[278] Quoted in Die Naturgemässe Diät: die Diät der Zukunft, von Theodor Hahn, Cöthen, 1859. For the substance of biographical notice prefixed to this article we are again indebted to the kindness of Herr Emil Weilshäuser, of Oppeln.

[279] Das Menschendasein in seinen Weltewigen Zügen und Zeichen. Von Bogumil Goltz. Frankfurt.

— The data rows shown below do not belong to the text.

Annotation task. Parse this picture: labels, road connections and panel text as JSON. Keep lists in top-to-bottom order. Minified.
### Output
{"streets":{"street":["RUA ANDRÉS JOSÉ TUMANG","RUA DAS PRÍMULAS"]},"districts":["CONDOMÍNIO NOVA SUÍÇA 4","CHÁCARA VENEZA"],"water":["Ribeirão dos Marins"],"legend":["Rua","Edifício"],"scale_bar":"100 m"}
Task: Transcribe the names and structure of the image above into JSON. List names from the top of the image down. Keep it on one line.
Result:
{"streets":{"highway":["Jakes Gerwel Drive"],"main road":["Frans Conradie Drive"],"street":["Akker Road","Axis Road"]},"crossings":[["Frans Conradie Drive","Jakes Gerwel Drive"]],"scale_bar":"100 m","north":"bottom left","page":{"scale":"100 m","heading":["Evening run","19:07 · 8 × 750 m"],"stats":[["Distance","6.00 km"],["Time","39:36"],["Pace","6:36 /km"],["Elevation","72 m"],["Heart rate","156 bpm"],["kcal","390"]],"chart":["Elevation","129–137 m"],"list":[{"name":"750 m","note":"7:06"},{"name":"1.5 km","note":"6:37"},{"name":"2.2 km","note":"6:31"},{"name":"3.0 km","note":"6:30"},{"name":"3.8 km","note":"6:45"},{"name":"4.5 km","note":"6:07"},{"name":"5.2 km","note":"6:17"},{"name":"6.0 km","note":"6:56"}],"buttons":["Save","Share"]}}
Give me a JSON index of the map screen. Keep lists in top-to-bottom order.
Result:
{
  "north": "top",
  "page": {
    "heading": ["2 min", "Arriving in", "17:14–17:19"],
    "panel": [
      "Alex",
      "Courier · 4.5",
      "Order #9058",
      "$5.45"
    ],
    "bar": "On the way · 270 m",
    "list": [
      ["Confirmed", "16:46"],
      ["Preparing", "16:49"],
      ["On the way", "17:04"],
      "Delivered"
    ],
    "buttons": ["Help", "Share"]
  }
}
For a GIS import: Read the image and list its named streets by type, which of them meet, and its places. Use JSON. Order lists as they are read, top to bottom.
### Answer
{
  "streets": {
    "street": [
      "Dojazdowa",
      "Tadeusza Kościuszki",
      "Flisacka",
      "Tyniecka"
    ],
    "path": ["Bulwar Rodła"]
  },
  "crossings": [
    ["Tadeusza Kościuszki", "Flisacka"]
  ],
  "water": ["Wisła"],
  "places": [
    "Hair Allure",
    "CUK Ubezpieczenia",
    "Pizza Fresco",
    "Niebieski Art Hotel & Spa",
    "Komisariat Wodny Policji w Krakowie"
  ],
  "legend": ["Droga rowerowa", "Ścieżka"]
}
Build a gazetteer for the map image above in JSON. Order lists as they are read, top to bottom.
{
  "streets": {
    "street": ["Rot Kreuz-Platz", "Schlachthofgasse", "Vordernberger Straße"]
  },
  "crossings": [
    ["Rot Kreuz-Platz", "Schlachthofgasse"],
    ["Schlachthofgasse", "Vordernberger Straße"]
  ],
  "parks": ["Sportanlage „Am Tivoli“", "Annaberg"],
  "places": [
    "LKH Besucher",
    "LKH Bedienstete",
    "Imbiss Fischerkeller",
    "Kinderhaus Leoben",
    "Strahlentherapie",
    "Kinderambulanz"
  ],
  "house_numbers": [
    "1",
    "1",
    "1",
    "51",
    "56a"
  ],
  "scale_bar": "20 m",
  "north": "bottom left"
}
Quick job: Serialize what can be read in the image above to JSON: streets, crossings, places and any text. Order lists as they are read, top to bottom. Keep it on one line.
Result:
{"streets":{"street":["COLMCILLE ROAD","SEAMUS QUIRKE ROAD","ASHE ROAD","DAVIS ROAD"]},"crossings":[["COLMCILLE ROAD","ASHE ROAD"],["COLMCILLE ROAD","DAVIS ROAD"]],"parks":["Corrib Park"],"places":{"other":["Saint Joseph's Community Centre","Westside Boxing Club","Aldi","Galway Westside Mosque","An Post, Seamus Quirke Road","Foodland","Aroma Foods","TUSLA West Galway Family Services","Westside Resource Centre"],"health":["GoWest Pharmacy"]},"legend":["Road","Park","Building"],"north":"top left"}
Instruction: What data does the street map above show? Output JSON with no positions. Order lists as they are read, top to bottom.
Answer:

[280] Compare the remarks of Jean Paul Richter (1763–1825), in his treatise on Education, Levana, in which he, too, in scarcely less emphatic language, protests against the general neglect of this department of morals. Among other references to the subject, the celebrated novelist thus writes: “Love is the second hemisphere of the moral heaven. Yet is the sacred being of love little established. Love is an inborn but differently distributed force and blood-heat of the heart (blutwärme des herzens). There are cold and warm-blooded souls, as there are animals. As for the child, so for the lower animal, love is, in fact, an essential impulse; and this central fire often, in the form of compassion, pierces its earth-crust, but not in every case.... The child (under proper education) learns to regard all animal life as sacred—in brief, they impart to him the feeling of a Hindu in place of the heart of a Cartesian philosopher. There is here a question of something more even than compassion for other animals; but this also is in question. Why is it that it has so long been observed that the cruelty of the child to the lower animals presages cruelty to men, just as the Old-Testament sacrifice of animals preshadowed that of the sacrifice of a man? It is for himself only the undeveloped man can experience pains and sufferings, which speak to him with the native tones of his own experience. Consequently, the inarticulate cry of the tortured animal comes to him just as some strange, amusing sound of the air; and yet he sees there life, conscious movement, both which distinguish them from the inanimate substances. Thus he sins against his own life, whilst he sunders it from the rest, as though it were a piece of machinery. Let life be to him [the child] sacred (heilig), even that which may be destitute of reason; and, in fact, does the child know any other? Or, because the heart beats under bristles, feathers, or wings, is it, therefore, to be of no account?”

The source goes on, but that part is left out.